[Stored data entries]
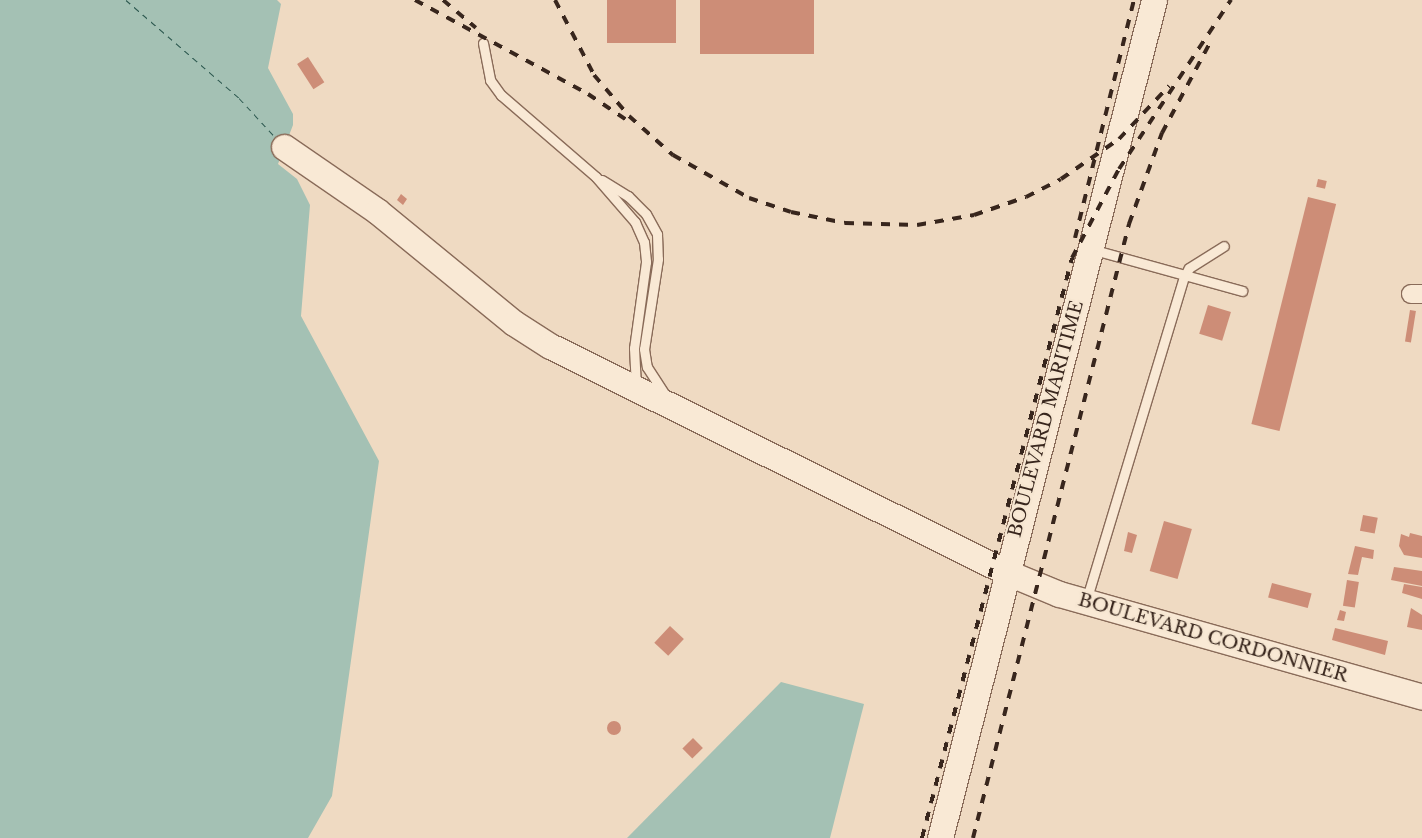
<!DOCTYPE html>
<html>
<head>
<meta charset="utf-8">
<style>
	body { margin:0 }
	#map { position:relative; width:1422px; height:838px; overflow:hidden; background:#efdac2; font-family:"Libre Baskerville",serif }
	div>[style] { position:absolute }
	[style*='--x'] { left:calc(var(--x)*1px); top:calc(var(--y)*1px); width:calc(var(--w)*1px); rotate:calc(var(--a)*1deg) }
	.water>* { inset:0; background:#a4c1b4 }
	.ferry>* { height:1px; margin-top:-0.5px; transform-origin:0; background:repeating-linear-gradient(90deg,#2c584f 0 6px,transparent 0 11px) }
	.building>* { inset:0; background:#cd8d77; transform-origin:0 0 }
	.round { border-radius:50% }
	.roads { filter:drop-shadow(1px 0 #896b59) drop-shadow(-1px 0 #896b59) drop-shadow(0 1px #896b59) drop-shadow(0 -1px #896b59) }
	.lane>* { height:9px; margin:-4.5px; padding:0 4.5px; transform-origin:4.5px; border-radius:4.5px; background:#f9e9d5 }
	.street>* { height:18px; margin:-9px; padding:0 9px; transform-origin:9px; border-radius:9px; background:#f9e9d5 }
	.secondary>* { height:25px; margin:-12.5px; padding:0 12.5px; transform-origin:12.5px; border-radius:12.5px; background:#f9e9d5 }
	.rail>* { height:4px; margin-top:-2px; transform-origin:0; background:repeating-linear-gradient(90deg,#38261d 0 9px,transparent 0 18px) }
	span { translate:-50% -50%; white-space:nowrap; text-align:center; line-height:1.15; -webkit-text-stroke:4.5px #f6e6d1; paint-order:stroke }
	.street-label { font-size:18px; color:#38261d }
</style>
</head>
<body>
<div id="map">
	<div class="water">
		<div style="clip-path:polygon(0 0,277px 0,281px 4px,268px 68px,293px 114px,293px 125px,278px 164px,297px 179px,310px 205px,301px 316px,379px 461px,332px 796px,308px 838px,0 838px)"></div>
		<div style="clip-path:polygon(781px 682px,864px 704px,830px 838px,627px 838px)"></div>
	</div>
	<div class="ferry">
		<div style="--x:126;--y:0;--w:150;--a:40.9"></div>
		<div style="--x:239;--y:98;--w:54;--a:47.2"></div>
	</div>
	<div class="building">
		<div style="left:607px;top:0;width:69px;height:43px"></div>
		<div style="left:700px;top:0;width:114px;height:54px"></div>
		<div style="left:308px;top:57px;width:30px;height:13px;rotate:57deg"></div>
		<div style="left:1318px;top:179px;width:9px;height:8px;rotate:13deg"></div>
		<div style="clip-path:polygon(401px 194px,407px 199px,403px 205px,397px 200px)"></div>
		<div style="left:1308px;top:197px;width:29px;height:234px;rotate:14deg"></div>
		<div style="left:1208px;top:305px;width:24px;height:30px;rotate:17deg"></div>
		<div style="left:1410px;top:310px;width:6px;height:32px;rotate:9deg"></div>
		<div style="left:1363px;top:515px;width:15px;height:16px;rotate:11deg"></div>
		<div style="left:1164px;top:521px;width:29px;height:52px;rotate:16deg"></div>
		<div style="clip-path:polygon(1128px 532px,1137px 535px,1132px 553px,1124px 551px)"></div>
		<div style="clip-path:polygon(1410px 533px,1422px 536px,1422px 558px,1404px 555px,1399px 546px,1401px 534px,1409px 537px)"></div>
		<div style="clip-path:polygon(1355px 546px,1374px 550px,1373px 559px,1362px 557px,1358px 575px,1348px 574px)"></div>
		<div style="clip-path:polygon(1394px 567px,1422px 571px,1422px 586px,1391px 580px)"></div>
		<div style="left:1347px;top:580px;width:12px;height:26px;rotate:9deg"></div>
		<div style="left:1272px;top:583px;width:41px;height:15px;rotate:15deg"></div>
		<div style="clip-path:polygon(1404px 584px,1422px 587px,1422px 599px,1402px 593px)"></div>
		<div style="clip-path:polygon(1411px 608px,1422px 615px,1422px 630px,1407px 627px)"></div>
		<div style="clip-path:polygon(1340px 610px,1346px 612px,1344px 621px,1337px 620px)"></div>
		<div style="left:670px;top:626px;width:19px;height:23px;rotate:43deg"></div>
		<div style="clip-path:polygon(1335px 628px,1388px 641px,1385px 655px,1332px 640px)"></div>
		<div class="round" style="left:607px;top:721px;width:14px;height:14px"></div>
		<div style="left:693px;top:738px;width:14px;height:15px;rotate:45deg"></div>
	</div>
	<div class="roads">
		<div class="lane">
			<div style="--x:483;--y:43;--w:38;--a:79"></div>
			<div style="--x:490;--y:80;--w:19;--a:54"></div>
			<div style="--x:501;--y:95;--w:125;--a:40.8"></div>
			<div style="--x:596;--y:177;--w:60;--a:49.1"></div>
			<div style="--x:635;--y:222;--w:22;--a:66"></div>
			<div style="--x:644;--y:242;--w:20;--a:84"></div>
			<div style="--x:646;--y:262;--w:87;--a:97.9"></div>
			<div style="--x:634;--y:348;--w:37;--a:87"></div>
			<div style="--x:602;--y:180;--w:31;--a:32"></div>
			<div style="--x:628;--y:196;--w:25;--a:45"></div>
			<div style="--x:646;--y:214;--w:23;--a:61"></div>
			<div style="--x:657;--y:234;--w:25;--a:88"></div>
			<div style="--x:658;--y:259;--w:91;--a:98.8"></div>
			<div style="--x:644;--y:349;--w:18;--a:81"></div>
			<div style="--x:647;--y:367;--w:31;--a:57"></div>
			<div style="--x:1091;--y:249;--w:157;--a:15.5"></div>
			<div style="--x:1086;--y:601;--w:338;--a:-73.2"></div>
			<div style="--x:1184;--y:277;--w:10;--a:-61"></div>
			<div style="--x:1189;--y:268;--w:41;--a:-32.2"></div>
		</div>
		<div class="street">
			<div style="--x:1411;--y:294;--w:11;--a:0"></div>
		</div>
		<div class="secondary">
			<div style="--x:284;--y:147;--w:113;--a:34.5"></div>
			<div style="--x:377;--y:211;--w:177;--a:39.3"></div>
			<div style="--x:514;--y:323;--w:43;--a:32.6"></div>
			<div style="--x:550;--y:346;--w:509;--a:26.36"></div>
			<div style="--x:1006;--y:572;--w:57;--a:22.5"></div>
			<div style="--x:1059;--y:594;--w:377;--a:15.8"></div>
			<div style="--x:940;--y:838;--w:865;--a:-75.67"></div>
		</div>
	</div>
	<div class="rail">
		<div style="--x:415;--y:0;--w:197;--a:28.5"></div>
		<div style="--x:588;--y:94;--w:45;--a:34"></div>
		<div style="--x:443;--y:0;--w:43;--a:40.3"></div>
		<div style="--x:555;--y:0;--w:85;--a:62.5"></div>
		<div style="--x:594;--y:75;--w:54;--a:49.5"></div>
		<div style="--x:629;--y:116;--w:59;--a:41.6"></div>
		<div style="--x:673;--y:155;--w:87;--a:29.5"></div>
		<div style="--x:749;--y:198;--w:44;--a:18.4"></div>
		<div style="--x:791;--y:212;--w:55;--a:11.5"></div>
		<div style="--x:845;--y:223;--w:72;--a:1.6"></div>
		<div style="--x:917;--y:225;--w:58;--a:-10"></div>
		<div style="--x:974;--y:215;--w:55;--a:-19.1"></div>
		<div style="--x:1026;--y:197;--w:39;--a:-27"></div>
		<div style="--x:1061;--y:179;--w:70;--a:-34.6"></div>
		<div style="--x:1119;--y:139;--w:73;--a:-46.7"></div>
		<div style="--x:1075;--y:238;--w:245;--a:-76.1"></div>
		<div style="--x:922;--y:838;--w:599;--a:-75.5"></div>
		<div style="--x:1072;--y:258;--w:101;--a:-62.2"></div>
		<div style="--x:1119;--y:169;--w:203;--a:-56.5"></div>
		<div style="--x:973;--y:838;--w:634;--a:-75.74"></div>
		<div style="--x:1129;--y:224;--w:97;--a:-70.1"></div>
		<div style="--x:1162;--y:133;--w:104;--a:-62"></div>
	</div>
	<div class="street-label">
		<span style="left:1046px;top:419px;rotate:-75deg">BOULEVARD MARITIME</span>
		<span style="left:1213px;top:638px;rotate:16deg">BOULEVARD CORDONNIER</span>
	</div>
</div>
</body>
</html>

### [WHAT NEEDS TO BE DONE]
Return only the number of lines in the data that contain "position".

### [TASK SOLUTION]
2